-- DATA BLOCK follows --

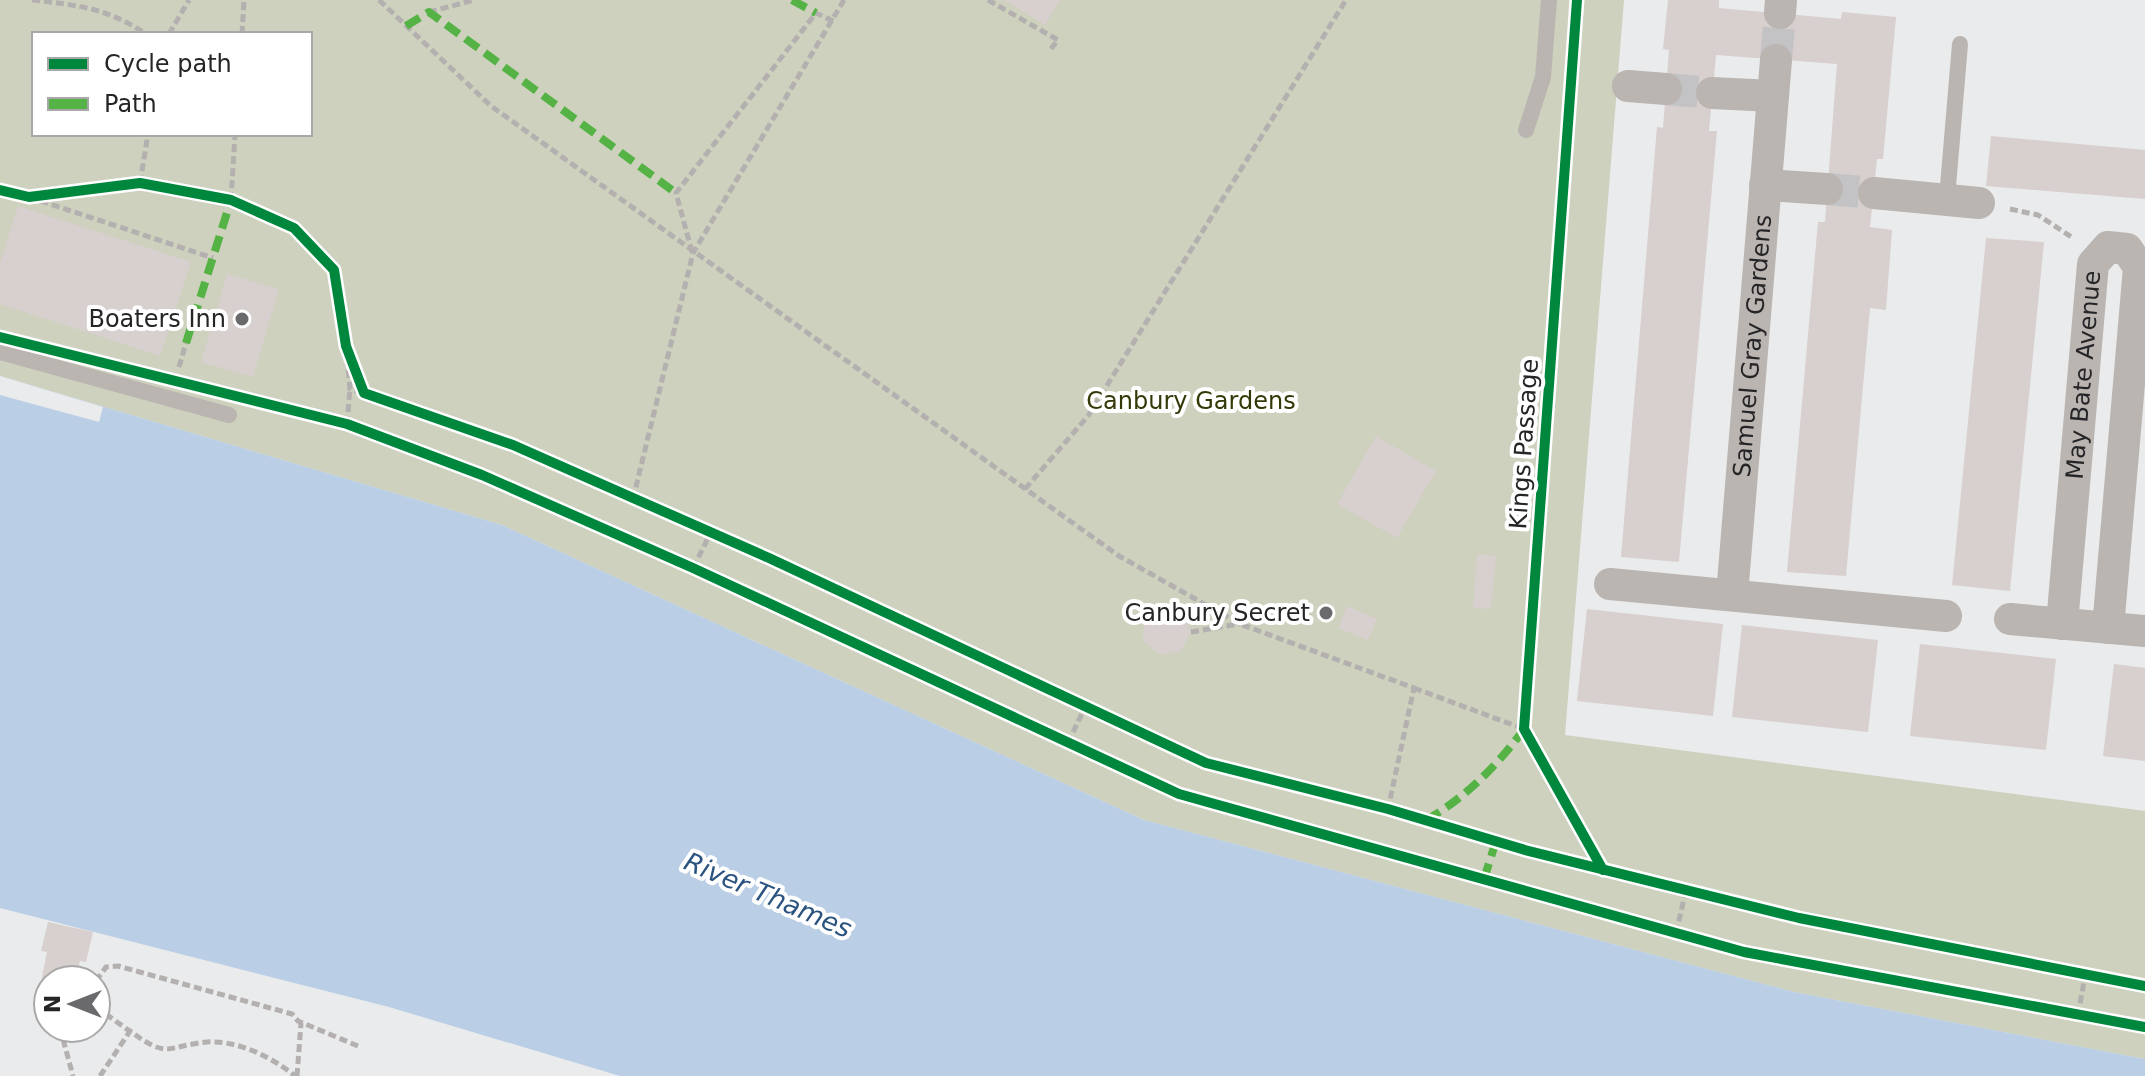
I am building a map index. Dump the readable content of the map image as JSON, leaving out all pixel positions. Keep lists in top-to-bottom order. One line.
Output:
{"streets":{"street":["Samuel Gray Gardens","May Bate Avenue"],"cycle path":["Kings Passage"]},"water":["River Thames"],"parks":["Canbury Gardens"],"places":["Boaters Inn","Canbury Secret"],"legend":["Cycle path","Path"],"north":"left"}
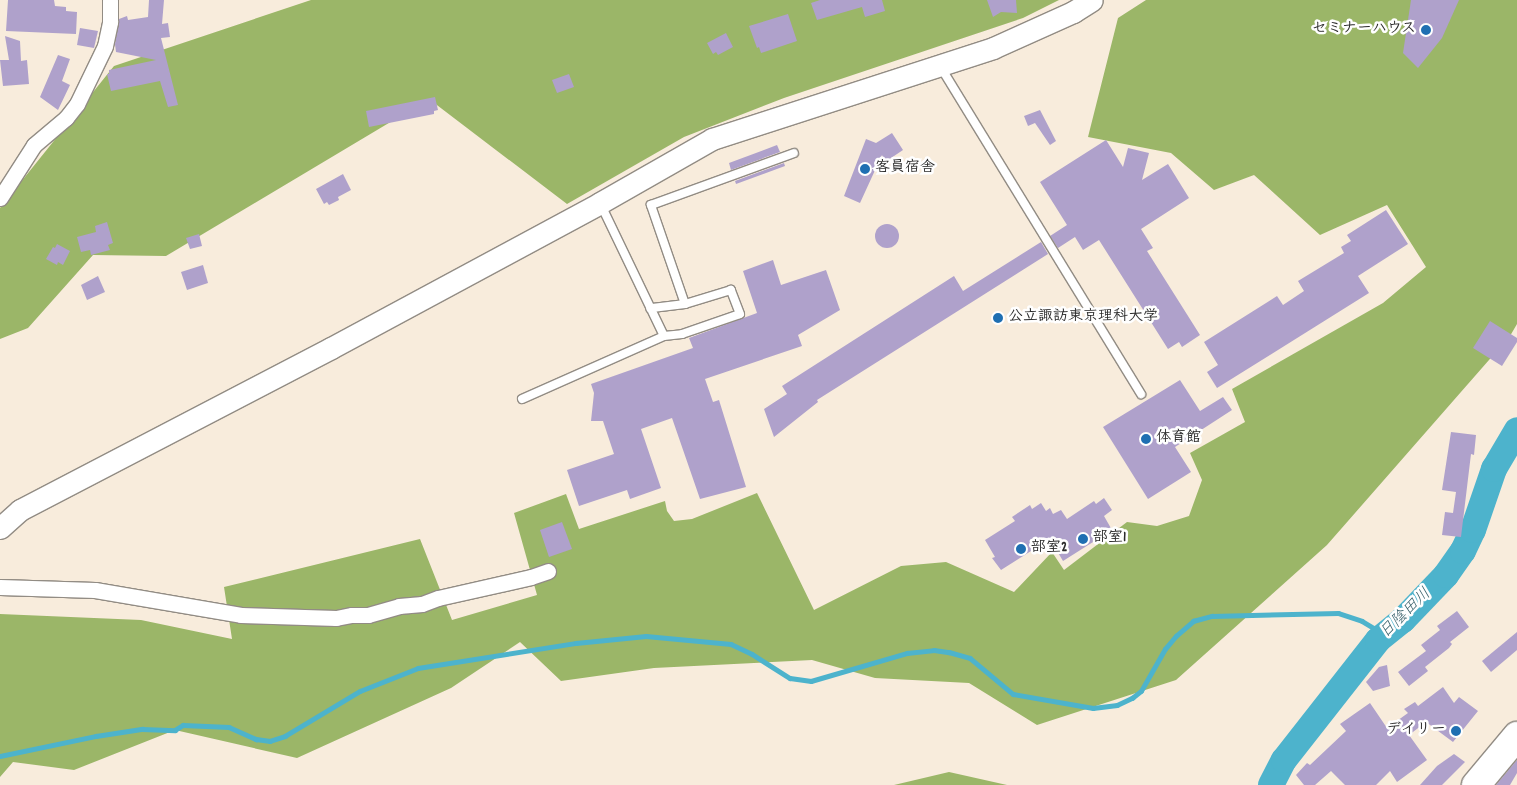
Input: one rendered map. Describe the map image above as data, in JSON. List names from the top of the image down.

-- DATA BLOCK concluded --

Set down the material once more, exactly, with the pictures omitted.

I am building a map index. Dump the readable content of the map image as JSON, leaving out all pixel positions. Keep lists in top-to-bottom order. One line.
Output:
{"streets":{"street":["Samuel Gray Gardens","May Bate Avenue"],"cycle path":["Kings Passage"]},"water":["River Thames"],"parks":["Canbury Gardens"],"places":["Boaters Inn","Canbury Secret"],"legend":["Cycle path","Path"],"north":"left"}
Input: one rendered map. Describe the map image above as data, in JSON. List names from the top of the image down.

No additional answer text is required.